Persoonia laxa
- Conservation status: Extinct (EPBC Act)

Scientific classification
- Kingdom: Plantae
- Clade: Tracheophytes
- Clade: Angiosperms
- Clade: Eudicots
- Order: Proteales
- Family: Proteaceae
- Genus: Persoonia
- Species: †P. laxa
- Binomial name: †Persoonia laxa L.A.S.Johnson & P.H.Weston
- Synonyms: Persoonia nutans subsp. b sensu jacobs & pickard

= Persoonia laxa =

- Genus: Persoonia
- Species: laxa
- Authority: L.A.S.Johnson & P.H.Weston
- Conservation status: EX
- Synonyms: Persoonia nutans subsp. b sensu jacobs & pickard

Species of shrub

Persoonia laxa is an extinct shrub of the family Proteaceae native to the Sydney region in eastern Australia.

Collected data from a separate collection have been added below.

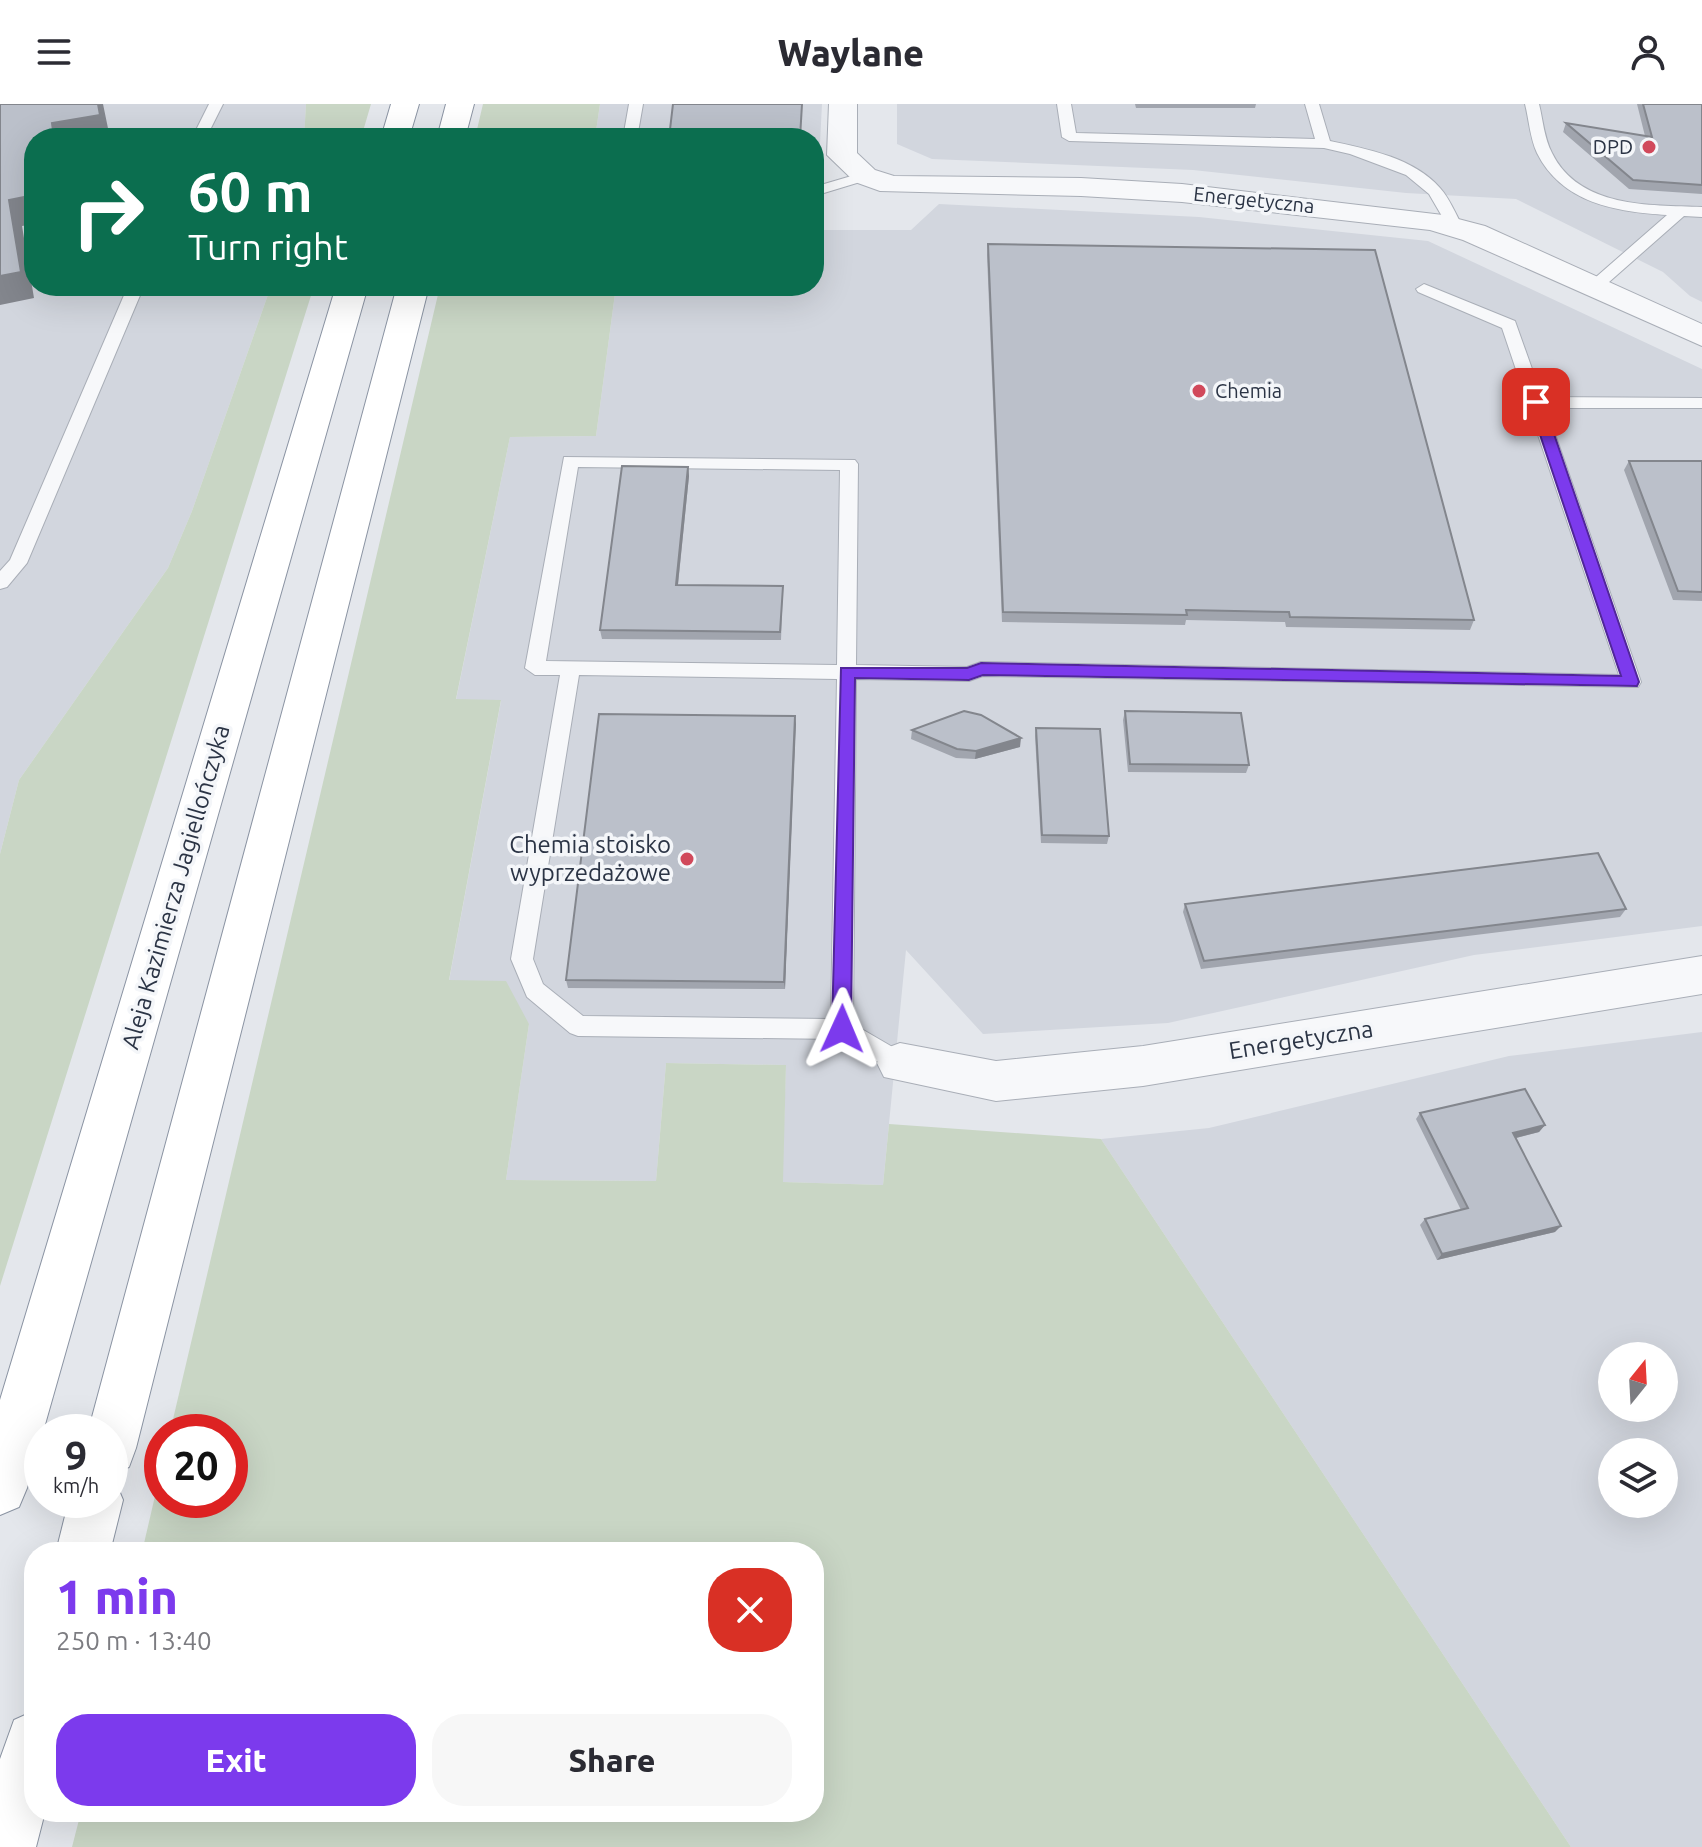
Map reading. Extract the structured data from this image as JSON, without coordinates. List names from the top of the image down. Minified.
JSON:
{"streets":{"highway":["Aleja Kazimierza Jagiellończyka"],"street":["Energetyczna"]},"places":["DPD","Chemia","Chemia stoisko wyprzedażowe"],"north":"top","page":{"header":"Waylane","turn":["60 m","Turn right"],"speed":"9 km/h","limit":"20","heading":["1 min","250 m · 13:40"],"buttons":["Exit","Share"]}}
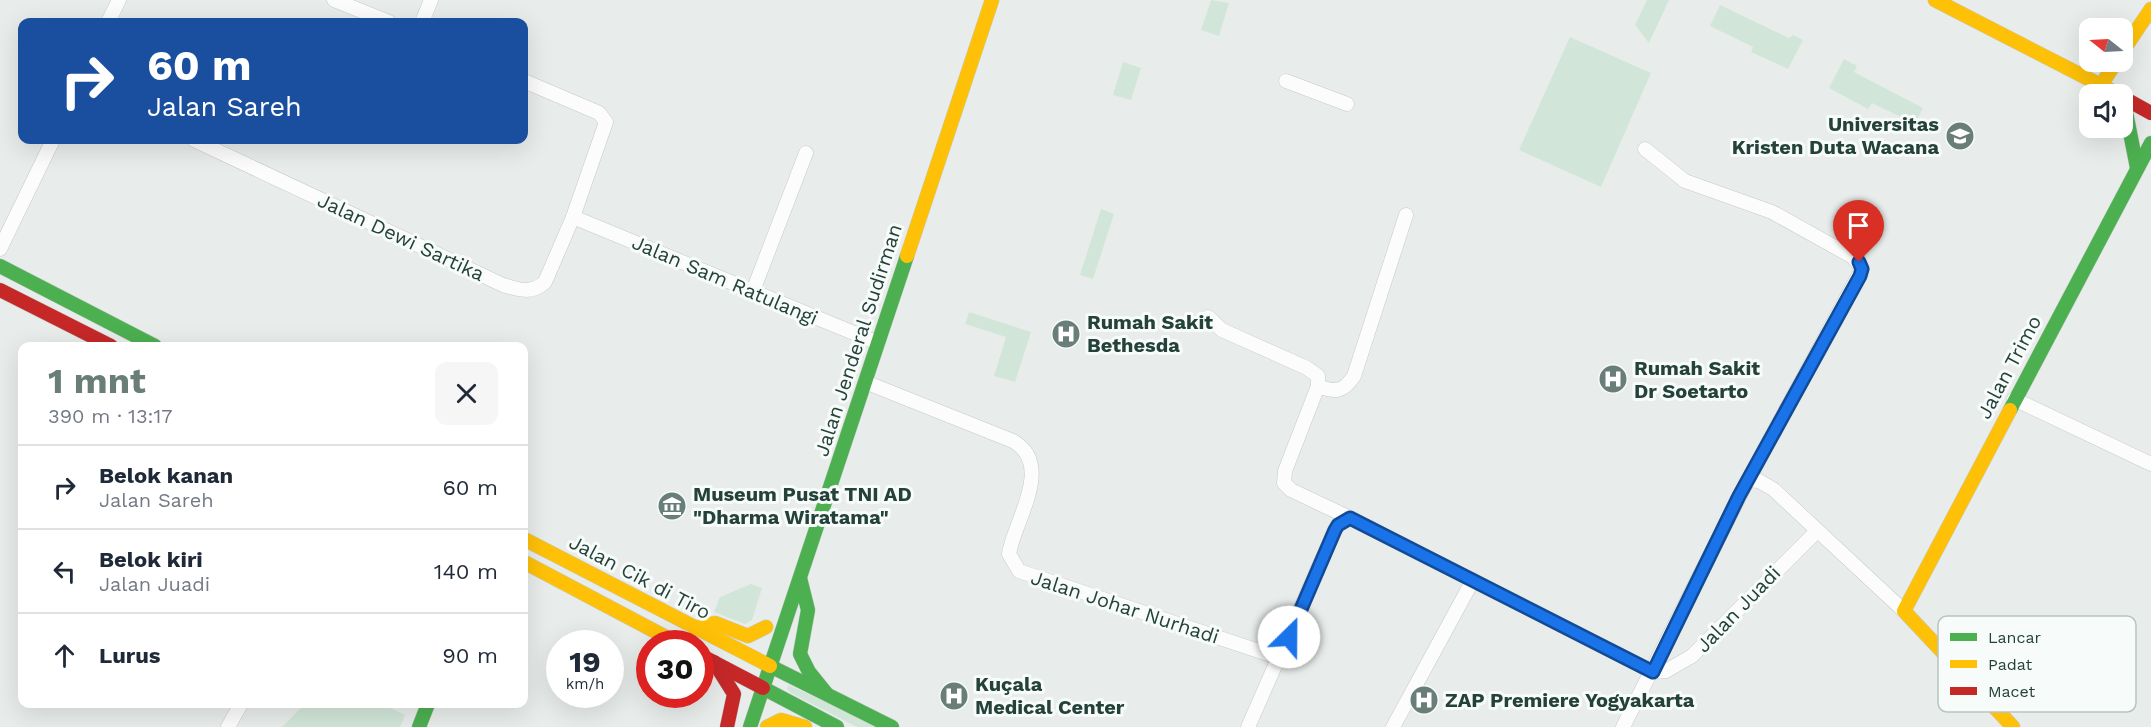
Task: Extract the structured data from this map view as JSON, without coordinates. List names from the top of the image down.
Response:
{
  "streets": {
    "main road": ["Jalan Jenderal Sudirman", "Jalan Trimo", "Jalan Cik di Tiro"],
    "street": [
      "Jalan Dewi Sartika",
      "Jalan Sam Ratulangi",
      "Jalan Johar Nurhadi",
      "Jalan Juadi"
    ]
  },
  "crossings": [
    ["Jalan Dewi Sartika", "Jalan Sam Ratulangi"],
    ["Jalan Sam Ratulangi", "Jalan Jenderal Sudirman"],
    ["Jalan Jenderal Sudirman", "Jalan Cik di Tiro"],
    ["Jalan Jenderal Sudirman", "Jalan Johar Nurhadi"]
  ],
  "places": {
    "school or university": ["Universitas Kristen Duta Wacana"],
    "hospital": [
      "Rumah Sakit Bethesda",
      "Rumah Sakit Dr Soetarto",
      "Kuçala Medical Center",
      "ZAP Premiere Yogyakarta"
    ],
    "museum": ["Museum Pusat TNI AD \"Dharma Wiratama\""]
  },
  "legend": ["Lancar", "Padat", "Macet"],
  "north": "left",
  "page": {
    "turn": ["60 m", "Jalan Sareh"],
    "heading": ["1 mnt", "390 m · 13:17"],
    "list": [
      {
        "name": "Belok kanan",
        "note": "Jalan Sareh",
        "value": "60 m"
      },
      {
        "name": "Belok kiri",
        "note": "Jalan Juadi",
        "value": "140 m"
      },
      {
        "name": "Lurus",
        "value": "90 m"
      }
    ],
    "speed": "19 km/h",
    "limit": "30"
  }
}
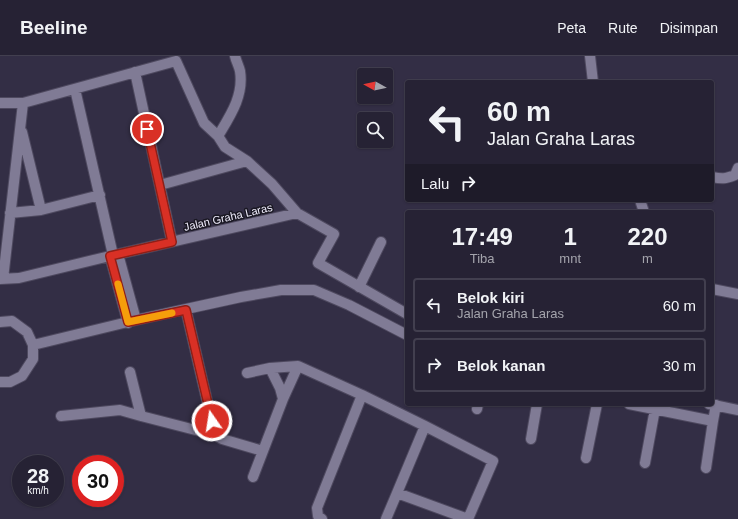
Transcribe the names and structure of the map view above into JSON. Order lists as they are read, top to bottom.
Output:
{
  "streets": {
    "street": ["Jalan Graha Laras"]
  },
  "north": "left",
  "page": {
    "header": "Beeline",
    "nav": ["Peta", "Rute", "Disimpan"],
    "turn": ["60 m", "Jalan Graha Laras"],
    "then": "Lalu",
    "eta": [
      "17:49",
      "Tiba",
      "1",
      "mnt",
      "220",
      "m"
    ],
    "list": [
      {
        "name": "Belok kiri",
        "note": "Jalan Graha Laras",
        "value": "60 m"
      },
      {
        "name": "Belok kanan",
        "value": "30 m"
      }
    ],
    "speed": "28 km/h",
    "limit": "30"
  }
}
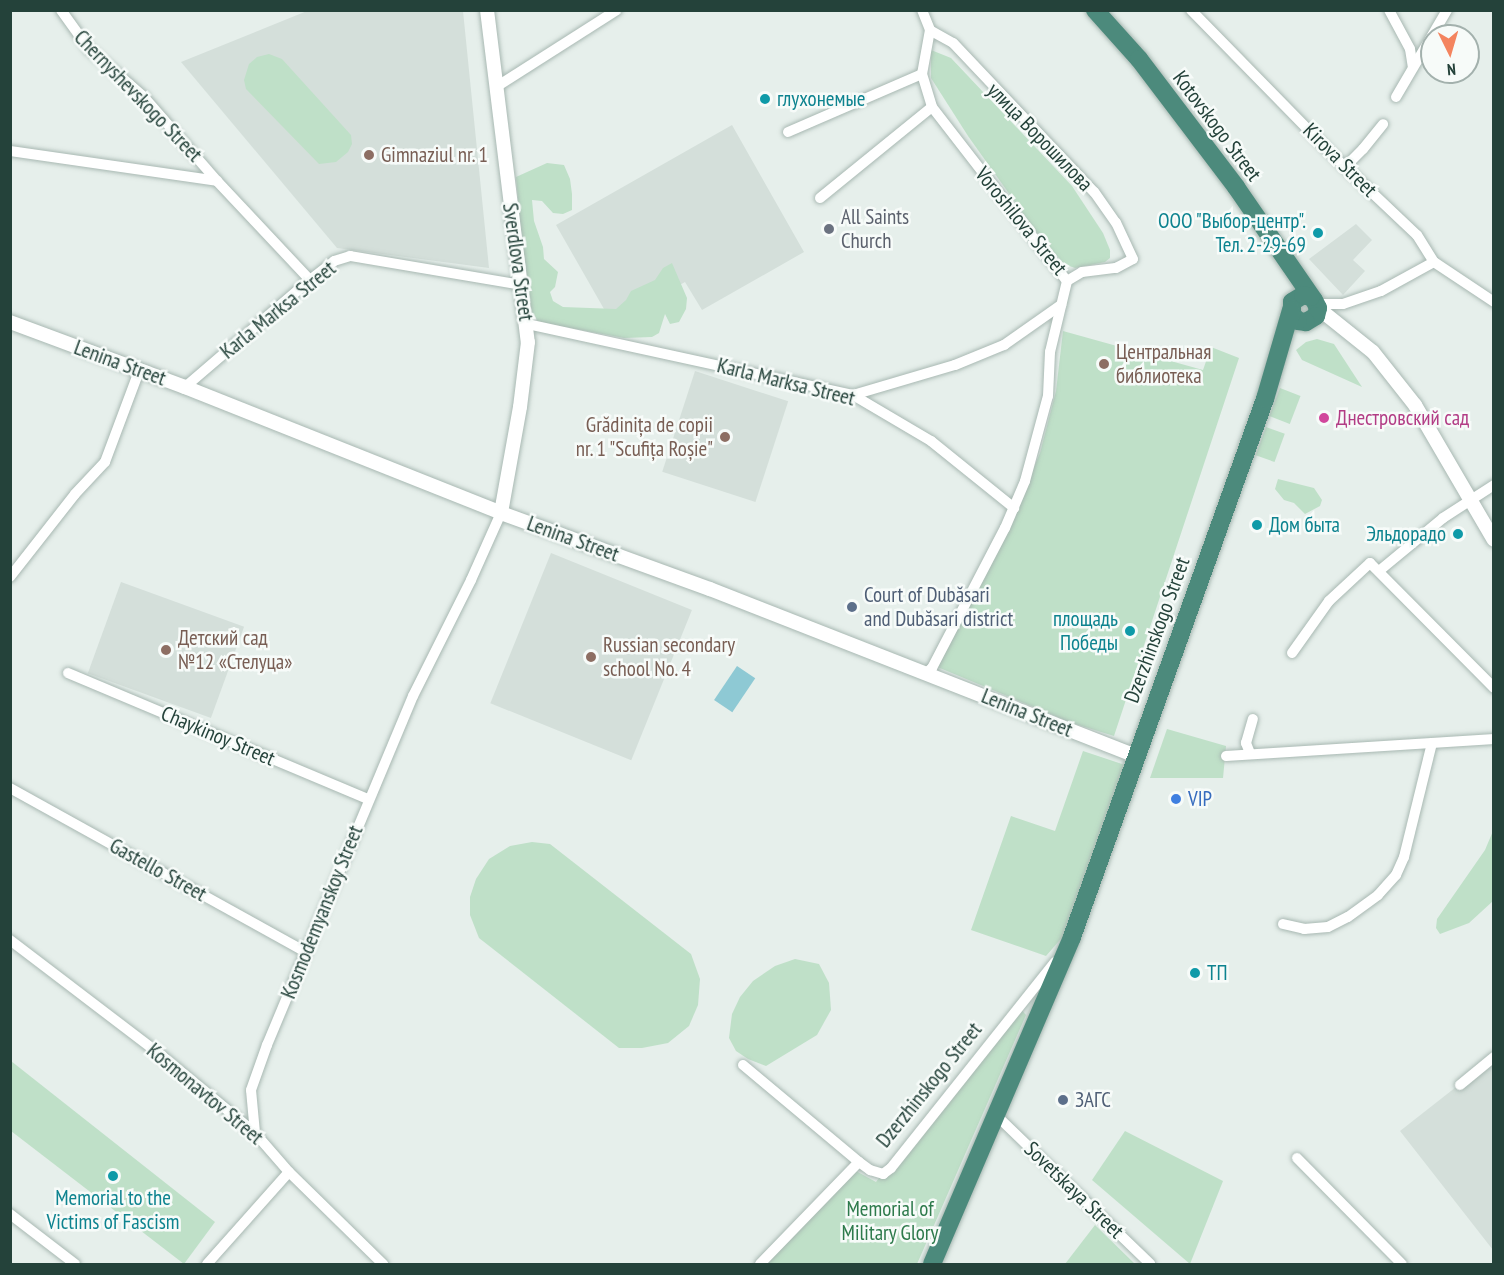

It was only known from two specimens, the holotype found in Newport in 1907, and the other specimen collected in Manly the following year, with no individuals being found since. It was declared extinct by the Environmental Protection and Biodiversity Conservation Act 1999 in 2000 and by the International Union for Conservation of Nature in 2020.

==Description==
Persoonia laxa grew as a spreading or prostrate shrub with smooth bark. The flat leaves were 8–15 mm long and 1–1.8 mm wide and linear in shape. The leaf margins were recurved. The new growth is covered in sparse hairs. P. laxa has an auxotelic inflorescence, the flowers occur in groups of one to three, with pedicels 6-8mm long. mostly subtended by leaves. Each individual flower consists of a cylindrical perianth, consisting of tepals fused for most of their length, within which are both male and female parts. The tepals are 8–9 mm long and smooth on the outside. The central style is surrounded by the anther, which splits into four segments; these curl back and resemble a cross when viewed from above.

Because of limited observation prior to its extinction, little is known about its flowering and fruit.

==Taxonomy==
Two specimens of P. laxa were collected in what are now Sydney's Northern Beaches—one from Newport in November 1907 and the other from Manly in June 1908. The genus was reviewed by Peter Weston for the Flora of Australia treatment in 1995, and P. laxa was placed in the Lanceolata group, a group of 54 closely related species with similar flowers but very different foliage. These species will often interbreed with each other where two members of the group occur, A third specimen, collected in 1922 from Dee Why, appears to be intermediate between (and is possibly a hybrid of) P. laxa and P. levis.
==Distribution and habitat==
Occurring in Newport and Manly in central-eastern N.S.W, P. laxa was thought to have been a component of heath or dry sclerophyll eucalypt woodland or forest on sandstone soils, or possibly in sandy soils on the coast. P. laxa grew at an altitude of 0–20 m with an annual rainfall of 1200–1400 mm.

==Extinction==
Persoonia laxa is listed as extinct on the IUCN Red List of Threatened Species and under the Australian Environment Protection and Biodiversity Conservation Act 1999 (EPBC Act). The reasons are unknown, though the area in which it was found has become very urbanised, causing the clearance of its habitat for land development, likely resulting in the species' demise.